La publicidad ejerce una influencia decisiva en los gustos, la sensibilidad, la
imaginación y las costumbres y de este modo la función que antes tenían, en
este campo, los sistemas filosóficos, las creencias religiosas, las ideologías
y doctrinas y aquellos mentores que en Francia se conocía como los mandarines
de una época, hoy la cumplen los anónimos “creativos” de las agencias
publicitarias. Era en cierta forma obligatorio que así ocurriera a partir del
momento en que la obra literaria y artística pasó a ser considerada un producto
comercial que jugaba su supervivencia o su extinción nada más y nada menos que
en los vaivenes del mercado. Cuando una cultura ha relegado al desván de las
cosas pasadas de moda el ejercicio de pensar y sustituido las ideas por las
imágenes, los productos literarios y artísticos pasan a ser promovidos, y
aceptados o rechazados, por las técnicas publicitarias y los reflejos
condicionados en un público que carece de defensas intelectuales y sensibles
para detectar los contrabandos y las extorsiones de que es víctima.
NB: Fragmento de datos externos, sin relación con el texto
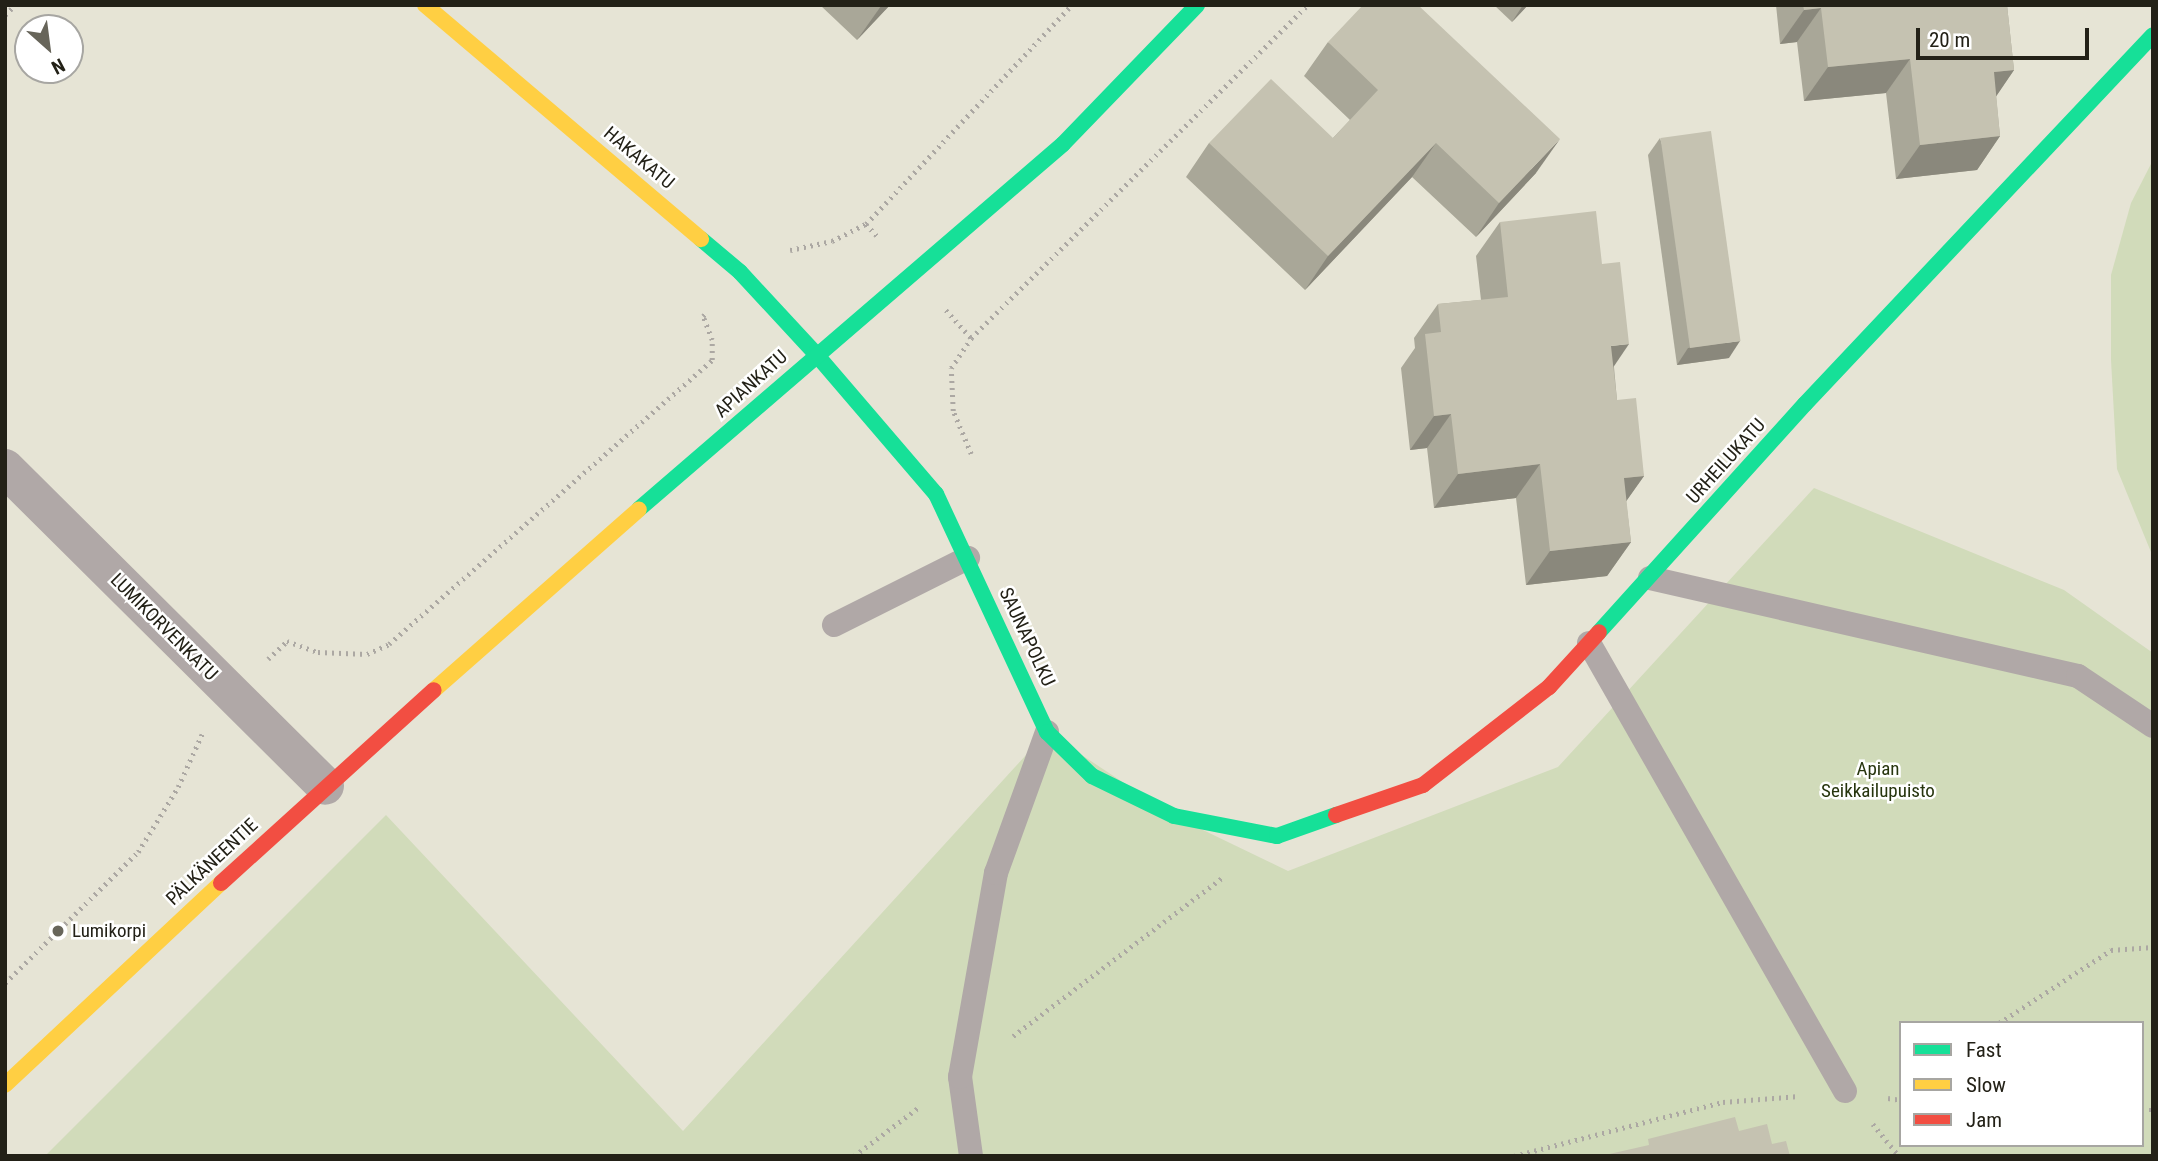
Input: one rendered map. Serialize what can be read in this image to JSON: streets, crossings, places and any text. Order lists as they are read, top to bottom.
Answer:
{
  "streets": {
    "street": [
      "HAKAKATU",
      "APIANKATU",
      "URHEILUKATU",
      "LUMIKORVENKATU",
      "SAUNAPOLKU",
      "PÄLKÄNEENTIE"
    ]
  },
  "crossings": [
    ["HAKAKATU", "APIANKATU"],
    ["HAKAKATU", "SAUNAPOLKU"],
    ["APIANKATU", "LUMIKORVENKATU"],
    ["APIANKATU", "SAUNAPOLKU"],
    ["APIANKATU", "PÄLKÄNEENTIE"],
    ["URHEILUKATU", "SAUNAPOLKU"],
    ["LUMIKORVENKATU", "PÄLKÄNEENTIE"]
  ],
  "parks": ["Apian Seikkailupuisto"],
  "places": ["Lumikorpi"],
  "legend": ["Fast", "Slow", "Jam"],
  "scale_bar": "20 m",
  "north": "bottom right"
}
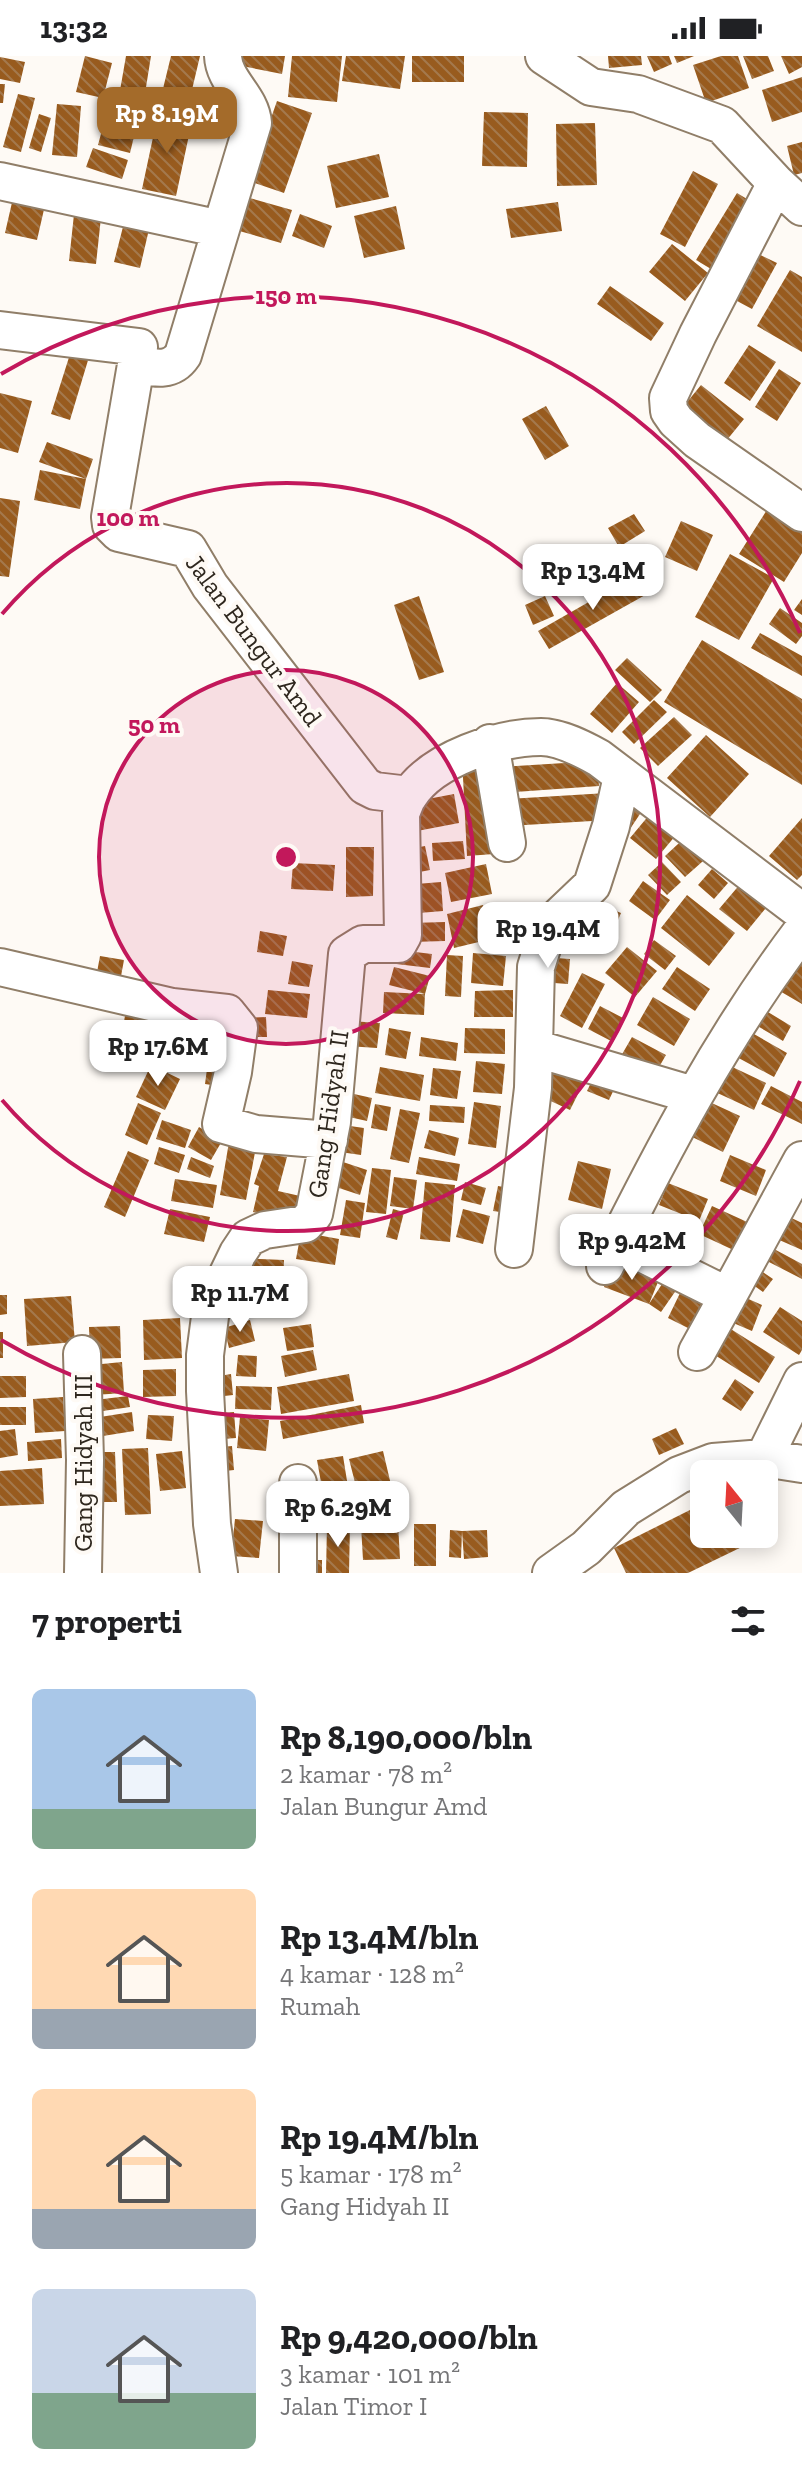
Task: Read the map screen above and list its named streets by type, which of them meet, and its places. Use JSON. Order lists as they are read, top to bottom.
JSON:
{
  "streets": {
    "street": ["Jalan Bungur Amd", "Gang Hidyah II", "Gang Hidyah III"]
  },
  "crossings": [
    ["Jalan Bungur Amd", "Gang Hidyah II"]
  ],
  "north": "top",
  "page": {
    "status": "13:32",
    "price": [
      "Rp 8.19M",
      "Rp 13.4M",
      "Rp 19.4M",
      "Rp 17.6M",
      "Rp 9.42M",
      "Rp 11.7M",
      "Rp 6.29M"
    ],
    "heading": "7 properti",
    "list": [
      {
        "name": "Rp 8,190,000/bln",
        "note": "2 kamar · 78 m² · Jalan Bungur Amd"
      },
      {
        "name": "Rp 13.4M/bln",
        "note": "4 kamar · 128 m² · Rumah"
      },
      {
        "name": "Rp 19.4M/bln",
        "note": "5 kamar · 178 m² · Gang Hidyah II"
      },
      {
        "name": "Rp 9,420,000/bln",
        "note": "3 kamar · 101 m² · Jalan Timor I"
      }
    ]
  },
  "rings": ["150 m", "100 m", "50 m"]
}
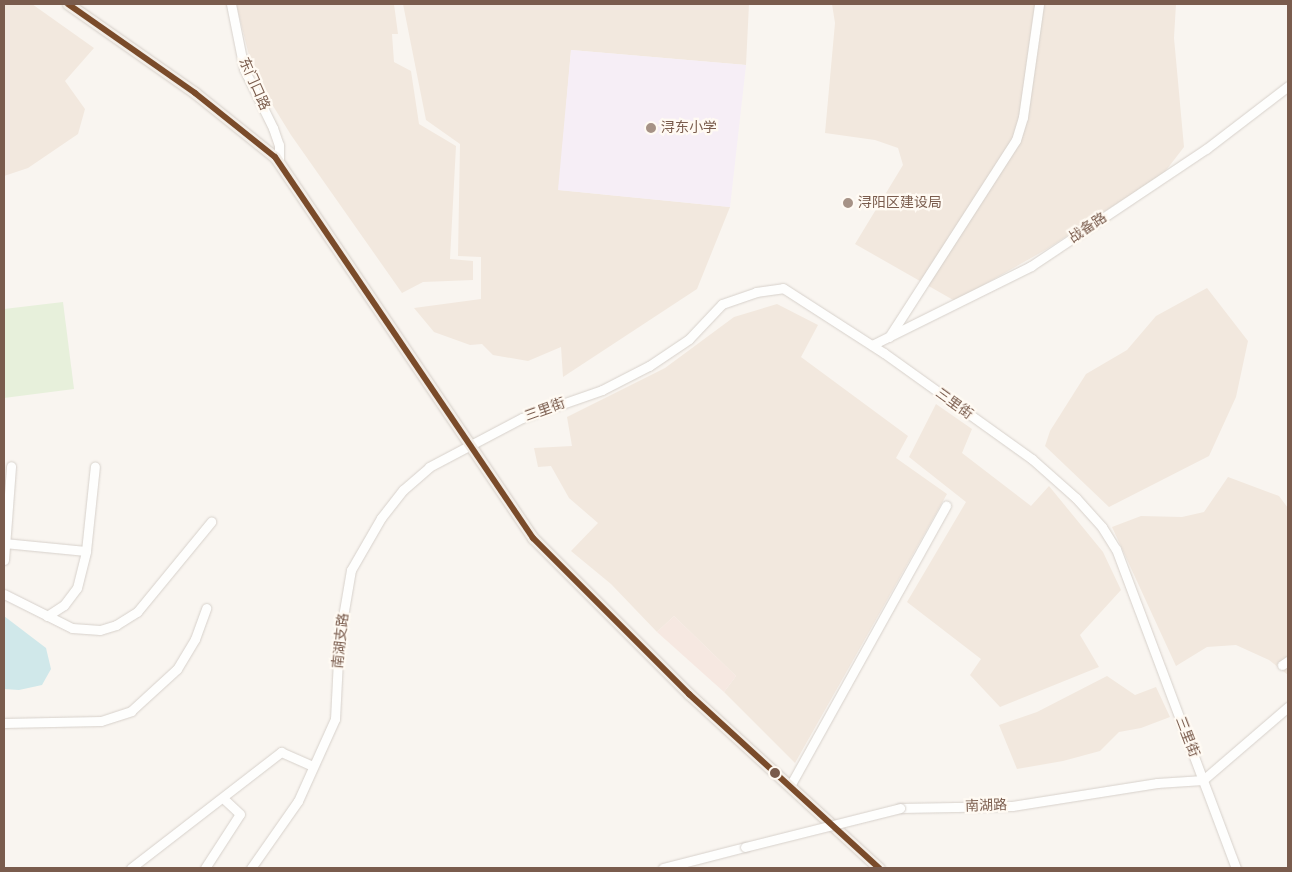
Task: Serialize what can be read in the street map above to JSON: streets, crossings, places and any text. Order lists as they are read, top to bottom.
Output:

Por ese
camino, los esperpentos indumentarios que un John Galliano hace desfilar en las
pasarelas de París o los experimentos de la nouvelle
cuisine alcanzan el estatuto
de ciudadanos honorarios de la alta cultura.
Este
estado de cosas ha impulsado la exaltación de la música hasta convertirla en el
signo de identidad de las nuevas generaciones en el mundo entero. Las bandas y
los cantantes de moda congregan multitudes que desbordan todos los escenarios
en conciertos que son, como las fiestas paganas dionisíacas que en la Grecia
clásica celebraban la irracionalidad, ceremonias colectivas de desenfreno y
catarsis, de culto a los instintos, las pasiones y la sinrazón. No es forzado
equiparar estas celebraciones a las grandes festividades populares de índole
religiosa de antaño: en ellas se vuelca, secularizado, ese espíritu religioso
que, en sintonía con el sesgo vocacional de la época, ha reemplazado la
liturgia y los catecismos de las religiones tradicionales por esas
manifestaciones de misticismo musical en las que, al compás de unas voces e
instrumentos enardecidos que los parlantes amplifican hasta lo inaudito, el
individuo se desindividualiza, se vuelve masa y de una inconsciente manera
regresa a los tiempos primitivos de la magia y la tribu. Ese es el modo
contemporáneo, mucho más divertido por cierto, de alcanzar aquel éxtasis que
Santa Teresa o San Juan de la Cruz alcanzaban a través del ascetismo y la fe.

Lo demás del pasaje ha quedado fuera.